DFBEE: Welche Bedeutung messen Sie deutsch-französischen Forschungskooperationen im Allgemeinen zu? Welchen Mehrwert können sie bieten?

FD: Ich bin im Allgemeinen der Auffassung, dass wir uns von dem nationalstaatlichen Fokus in Europa etwas lösen und europäischer denken sollten. Gerade die deutsch-französische Zusammenarbeit im Forschungsbereich könnte hierbei mit gutem Beispiel vorangehen.

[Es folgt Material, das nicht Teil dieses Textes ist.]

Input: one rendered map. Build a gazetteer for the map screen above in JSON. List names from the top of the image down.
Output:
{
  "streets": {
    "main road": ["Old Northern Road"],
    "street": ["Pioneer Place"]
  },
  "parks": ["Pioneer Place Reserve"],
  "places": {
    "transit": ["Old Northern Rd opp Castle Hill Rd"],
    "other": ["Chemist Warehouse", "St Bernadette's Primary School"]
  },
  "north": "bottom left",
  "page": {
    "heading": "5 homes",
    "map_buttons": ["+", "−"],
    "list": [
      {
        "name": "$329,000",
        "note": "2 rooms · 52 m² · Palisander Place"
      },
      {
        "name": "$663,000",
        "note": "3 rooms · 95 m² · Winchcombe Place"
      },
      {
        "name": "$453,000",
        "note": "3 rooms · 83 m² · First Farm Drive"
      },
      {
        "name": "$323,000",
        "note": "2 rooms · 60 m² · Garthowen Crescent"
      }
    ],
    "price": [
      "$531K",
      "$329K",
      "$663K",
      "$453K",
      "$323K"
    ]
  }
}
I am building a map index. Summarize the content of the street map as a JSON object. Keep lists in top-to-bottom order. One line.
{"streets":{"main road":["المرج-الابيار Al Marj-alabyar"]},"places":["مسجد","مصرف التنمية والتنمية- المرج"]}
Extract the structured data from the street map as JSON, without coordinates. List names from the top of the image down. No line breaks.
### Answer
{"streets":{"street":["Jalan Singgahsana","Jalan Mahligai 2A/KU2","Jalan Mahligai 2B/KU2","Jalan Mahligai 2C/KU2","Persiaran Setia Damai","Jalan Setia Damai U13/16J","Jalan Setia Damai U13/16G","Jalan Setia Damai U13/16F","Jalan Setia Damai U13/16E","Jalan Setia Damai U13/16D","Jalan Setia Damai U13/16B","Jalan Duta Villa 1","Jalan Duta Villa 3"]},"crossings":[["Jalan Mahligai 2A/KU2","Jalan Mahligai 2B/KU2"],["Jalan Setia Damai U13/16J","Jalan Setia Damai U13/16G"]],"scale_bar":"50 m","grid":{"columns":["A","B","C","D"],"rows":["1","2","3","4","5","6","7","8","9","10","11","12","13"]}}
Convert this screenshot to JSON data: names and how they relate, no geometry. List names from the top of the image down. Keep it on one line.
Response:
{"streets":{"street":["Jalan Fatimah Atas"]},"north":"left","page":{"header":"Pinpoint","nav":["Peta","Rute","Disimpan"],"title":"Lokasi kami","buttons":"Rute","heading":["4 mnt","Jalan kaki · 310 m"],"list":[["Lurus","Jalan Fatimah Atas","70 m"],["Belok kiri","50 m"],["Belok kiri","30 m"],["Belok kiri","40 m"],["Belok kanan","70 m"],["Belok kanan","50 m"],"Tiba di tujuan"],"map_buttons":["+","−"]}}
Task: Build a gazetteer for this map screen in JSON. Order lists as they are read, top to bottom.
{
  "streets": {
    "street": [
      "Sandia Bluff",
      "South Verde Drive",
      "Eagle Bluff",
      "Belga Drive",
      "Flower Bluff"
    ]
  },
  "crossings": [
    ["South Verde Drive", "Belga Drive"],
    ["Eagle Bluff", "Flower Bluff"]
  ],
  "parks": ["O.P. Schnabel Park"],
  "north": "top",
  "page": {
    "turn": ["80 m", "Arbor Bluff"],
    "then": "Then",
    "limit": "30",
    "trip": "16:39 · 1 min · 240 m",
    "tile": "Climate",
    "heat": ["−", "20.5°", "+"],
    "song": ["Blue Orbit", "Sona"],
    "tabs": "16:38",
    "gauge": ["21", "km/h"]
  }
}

Wir sind heute im Photovoltaikbereich einem sehr hohen Wettbewerbsdruck ausgesetzt, da insbesondere asiatische Hersteller Standardsiliziummodule zu sehr günstigen Preisen auf den Markt bringen. Solche Produkte können fast überall auf der Welt mit ähnlichen Wirkungsgraden gefertigt werden. Aus diesem Grund ist es für uns Europäer von besonderer Bedeutung, einen höheren Innovationsgrad in die Produkte zu bringen und damit unseren Firmen ein Unterscheidungsmerkmal zu bieten. In der Photovoltaik ist daher unserer Meinung nach gerade die Effizienz ein wichtiges Alleinstellungsmerkmal. Neben der konzentrierenden Photovoltaik, die in erster Linie für sonnenreiche Gegenden der Erde gedacht ist, setzen wir auch auf Innovationen und Wirkungsgradsteigerungen bei anderen Konzepten, wie beispielsweise für die gleichzeitige Erzeugung von Wärme und Strom und den Bereich der Flachmodule.
Gerade deutsch-französische Forschungskooperationen verfügen über besonders hohe Innovationspotenziale, da Deutschland und Frankreich mit ihren guten Ausbildungssystemen sowie renommierten Hochschulen und Forschungsinstituten eine hervorragende Infrastruktur und damit beste Voraussetzungen für innovative Forschung bieten. Gerade das Thema Energie hat in Europa einen sehr hohen Stellenwert, weshalb wir auf diesem Gebiet unbedingt leistungsfähige Forschungskooperationen benötigen. Außerdem beherbergen Deutschland und Frankreich als weit entwickelte Industrieländer viele Firmen, die gerade im Bereich der angewandten Forschung von unserer Arbeit sehr stark profitieren und damit ihre Wettbewerbsfähigkeit sichern können.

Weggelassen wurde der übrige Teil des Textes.